### [Stored data entries]
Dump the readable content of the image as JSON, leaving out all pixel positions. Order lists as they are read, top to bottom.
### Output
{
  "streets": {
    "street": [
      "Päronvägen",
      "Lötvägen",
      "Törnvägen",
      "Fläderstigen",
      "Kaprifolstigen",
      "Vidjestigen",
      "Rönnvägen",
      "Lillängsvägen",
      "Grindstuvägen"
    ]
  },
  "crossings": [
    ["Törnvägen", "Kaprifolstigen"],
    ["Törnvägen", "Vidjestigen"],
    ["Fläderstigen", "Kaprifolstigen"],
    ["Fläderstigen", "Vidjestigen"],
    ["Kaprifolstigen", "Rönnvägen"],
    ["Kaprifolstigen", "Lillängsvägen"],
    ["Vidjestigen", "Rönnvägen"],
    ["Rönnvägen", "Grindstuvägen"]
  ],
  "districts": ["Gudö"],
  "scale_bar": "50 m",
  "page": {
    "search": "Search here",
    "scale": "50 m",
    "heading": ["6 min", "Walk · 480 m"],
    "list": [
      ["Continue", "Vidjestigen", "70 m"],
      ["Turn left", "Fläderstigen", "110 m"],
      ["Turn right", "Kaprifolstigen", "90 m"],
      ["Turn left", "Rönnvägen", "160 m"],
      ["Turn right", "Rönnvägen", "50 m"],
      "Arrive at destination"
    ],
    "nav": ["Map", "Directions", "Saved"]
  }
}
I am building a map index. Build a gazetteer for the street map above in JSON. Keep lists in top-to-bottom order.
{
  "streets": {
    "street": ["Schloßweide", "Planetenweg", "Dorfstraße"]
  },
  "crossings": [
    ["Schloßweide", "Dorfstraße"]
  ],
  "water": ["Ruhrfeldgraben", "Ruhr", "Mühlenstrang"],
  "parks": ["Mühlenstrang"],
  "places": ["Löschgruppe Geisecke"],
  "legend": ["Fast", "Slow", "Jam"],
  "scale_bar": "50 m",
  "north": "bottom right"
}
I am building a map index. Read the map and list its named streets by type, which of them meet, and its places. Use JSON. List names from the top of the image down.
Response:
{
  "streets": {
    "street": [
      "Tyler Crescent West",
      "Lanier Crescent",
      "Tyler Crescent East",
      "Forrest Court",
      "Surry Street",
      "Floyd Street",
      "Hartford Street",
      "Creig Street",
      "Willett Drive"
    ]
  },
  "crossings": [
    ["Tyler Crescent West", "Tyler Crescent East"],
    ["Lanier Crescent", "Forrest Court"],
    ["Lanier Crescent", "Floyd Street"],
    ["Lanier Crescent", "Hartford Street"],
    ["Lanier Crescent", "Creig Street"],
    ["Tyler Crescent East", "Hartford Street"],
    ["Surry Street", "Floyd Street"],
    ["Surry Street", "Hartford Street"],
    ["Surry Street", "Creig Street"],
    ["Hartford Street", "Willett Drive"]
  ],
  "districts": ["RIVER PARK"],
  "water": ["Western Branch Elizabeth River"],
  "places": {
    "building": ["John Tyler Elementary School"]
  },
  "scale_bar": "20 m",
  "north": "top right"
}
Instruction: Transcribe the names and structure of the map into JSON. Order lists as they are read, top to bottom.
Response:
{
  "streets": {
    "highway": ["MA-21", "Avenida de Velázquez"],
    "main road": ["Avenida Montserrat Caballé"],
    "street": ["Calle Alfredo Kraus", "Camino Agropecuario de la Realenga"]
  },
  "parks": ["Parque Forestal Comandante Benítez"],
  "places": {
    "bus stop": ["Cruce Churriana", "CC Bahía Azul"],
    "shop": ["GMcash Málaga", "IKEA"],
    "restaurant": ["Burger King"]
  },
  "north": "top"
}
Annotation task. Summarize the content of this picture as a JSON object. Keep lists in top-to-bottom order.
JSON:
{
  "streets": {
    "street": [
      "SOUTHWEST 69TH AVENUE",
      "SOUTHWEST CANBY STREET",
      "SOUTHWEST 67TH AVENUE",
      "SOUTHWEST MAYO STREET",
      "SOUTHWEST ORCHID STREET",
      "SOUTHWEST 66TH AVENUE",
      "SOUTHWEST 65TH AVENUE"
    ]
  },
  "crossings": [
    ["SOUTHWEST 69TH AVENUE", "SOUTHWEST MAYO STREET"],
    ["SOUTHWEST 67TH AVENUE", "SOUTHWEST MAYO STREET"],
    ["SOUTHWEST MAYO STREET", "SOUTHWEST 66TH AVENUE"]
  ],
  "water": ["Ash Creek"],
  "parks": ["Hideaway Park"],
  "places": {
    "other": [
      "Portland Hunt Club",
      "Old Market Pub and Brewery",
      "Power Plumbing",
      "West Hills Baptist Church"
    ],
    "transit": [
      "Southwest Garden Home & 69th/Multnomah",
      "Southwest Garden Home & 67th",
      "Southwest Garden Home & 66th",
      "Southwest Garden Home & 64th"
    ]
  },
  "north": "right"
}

### [REQUIRED WORK]
Reproduce the entries above in full by retyping them exactly.

### [TASK RESULT]
Dump the readable content of the image as JSON, leaving out all pixel positions. Order lists as they are read, top to bottom.
### Output
{
  "streets": {
    "street": [
      "Päronvägen",
      "Lötvägen",
      "Törnvägen",
      "Fläderstigen",
      "Kaprifolstigen",
      "Vidjestigen",
      "Rönnvägen",
      "Lillängsvägen",
      "Grindstuvägen"
    ]
  },
  "crossings": [
    ["Törnvägen", "Kaprifolstigen"],
    ["Törnvägen", "Vidjestigen"],
    ["Fläderstigen", "Kaprifolstigen"],
    ["Fläderstigen", "Vidjestigen"],
    ["Kaprifolstigen", "Rönnvägen"],
    ["Kaprifolstigen", "Lillängsvägen"],
    ["Vidjestigen", "Rönnvägen"],
    ["Rönnvägen", "Grindstuvägen"]
  ],
  "districts": ["Gudö"],
  "scale_bar": "50 m",
  "page": {
    "search": "Search here",
    "scale": "50 m",
    "heading": ["6 min", "Walk · 480 m"],
    "list": [
      ["Continue", "Vidjestigen", "70 m"],
      ["Turn left", "Fläderstigen", "110 m"],
      ["Turn right", "Kaprifolstigen", "90 m"],
      ["Turn left", "Rönnvägen", "160 m"],
      ["Turn right", "Rönnvägen", "50 m"],
      "Arrive at destination"
    ],
    "nav": ["Map", "Directions", "Saved"]
  }
}
I am building a map index. Build a gazetteer for the street map above in JSON. Keep lists in top-to-bottom order.
{
  "streets": {
    "street": ["Schloßweide", "Planetenweg", "Dorfstraße"]
  },
  "crossings": [
    ["Schloßweide", "Dorfstraße"]
  ],
  "water": ["Ruhrfeldgraben", "Ruhr", "Mühlenstrang"],
  "parks": ["Mühlenstrang"],
  "places": ["Löschgruppe Geisecke"],
  "legend": ["Fast", "Slow", "Jam"],
  "scale_bar": "50 m",
  "north": "bottom right"
}
I am building a map index. Read the map and list its named streets by type, which of them meet, and its places. Use JSON. List names from the top of the image down.
Response:
{
  "streets": {
    "street": [
      "Tyler Crescent West",
      "Lanier Crescent",
      "Tyler Crescent East",
      "Forrest Court",
      "Surry Street",
      "Floyd Street",
      "Hartford Street",
      "Creig Street",
      "Willett Drive"
    ]
  },
  "crossings": [
    ["Tyler Crescent West", "Tyler Crescent East"],
    ["Lanier Crescent", "Forrest Court"],
    ["Lanier Crescent", "Floyd Street"],
    ["Lanier Crescent", "Hartford Street"],
    ["Lanier Crescent", "Creig Street"],
    ["Tyler Crescent East", "Hartford Street"],
    ["Surry Street", "Floyd Street"],
    ["Surry Street", "Hartford Street"],
    ["Surry Street", "Creig Street"],
    ["Hartford Street", "Willett Drive"]
  ],
  "districts": ["RIVER PARK"],
  "water": ["Western Branch Elizabeth River"],
  "places": {
    "building": ["John Tyler Elementary School"]
  },
  "scale_bar": "20 m",
  "north": "top right"
}
Instruction: Transcribe the names and structure of the map into JSON. Order lists as they are read, top to bottom.
Response:
{
  "streets": {
    "highway": ["MA-21", "Avenida de Velázquez"],
    "main road": ["Avenida Montserrat Caballé"],
    "street": ["Calle Alfredo Kraus", "Camino Agropecuario de la Realenga"]
  },
  "parks": ["Parque Forestal Comandante Benítez"],
  "places": {
    "bus stop": ["Cruce Churriana", "CC Bahía Azul"],
    "shop": ["GMcash Málaga", "IKEA"],
    "restaurant": ["Burger King"]
  },
  "north": "top"
}
Annotation task. Summarize the content of this picture as a JSON object. Keep lists in top-to-bottom order.
JSON:
{
  "streets": {
    "street": [
      "SOUTHWEST 69TH AVENUE",
      "SOUTHWEST CANBY STREET",
      "SOUTHWEST 67TH AVENUE",
      "SOUTHWEST MAYO STREET",
      "SOUTHWEST ORCHID STREET",
      "SOUTHWEST 66TH AVENUE",
      "SOUTHWEST 65TH AVENUE"
    ]
  },
  "crossings": [
    ["SOUTHWEST 69TH AVENUE", "SOUTHWEST MAYO STREET"],
    ["SOUTHWEST 67TH AVENUE", "SOUTHWEST MAYO STREET"],
    ["SOUTHWEST MAYO STREET", "SOUTHWEST 66TH AVENUE"]
  ],
  "water": ["Ash Creek"],
  "parks": ["Hideaway Park"],
  "places": {
    "other": [
      "Portland Hunt Club",
      "Old Market Pub and Brewery",
      "Power Plumbing",
      "West Hills Baptist Church"
    ],
    "transit": [
      "Southwest Garden Home & 69th/Multnomah",
      "Southwest Garden Home & 67th",
      "Southwest Garden Home & 66th",
      "Southwest Garden Home & 64th"
    ]
  },
  "north": "right"
}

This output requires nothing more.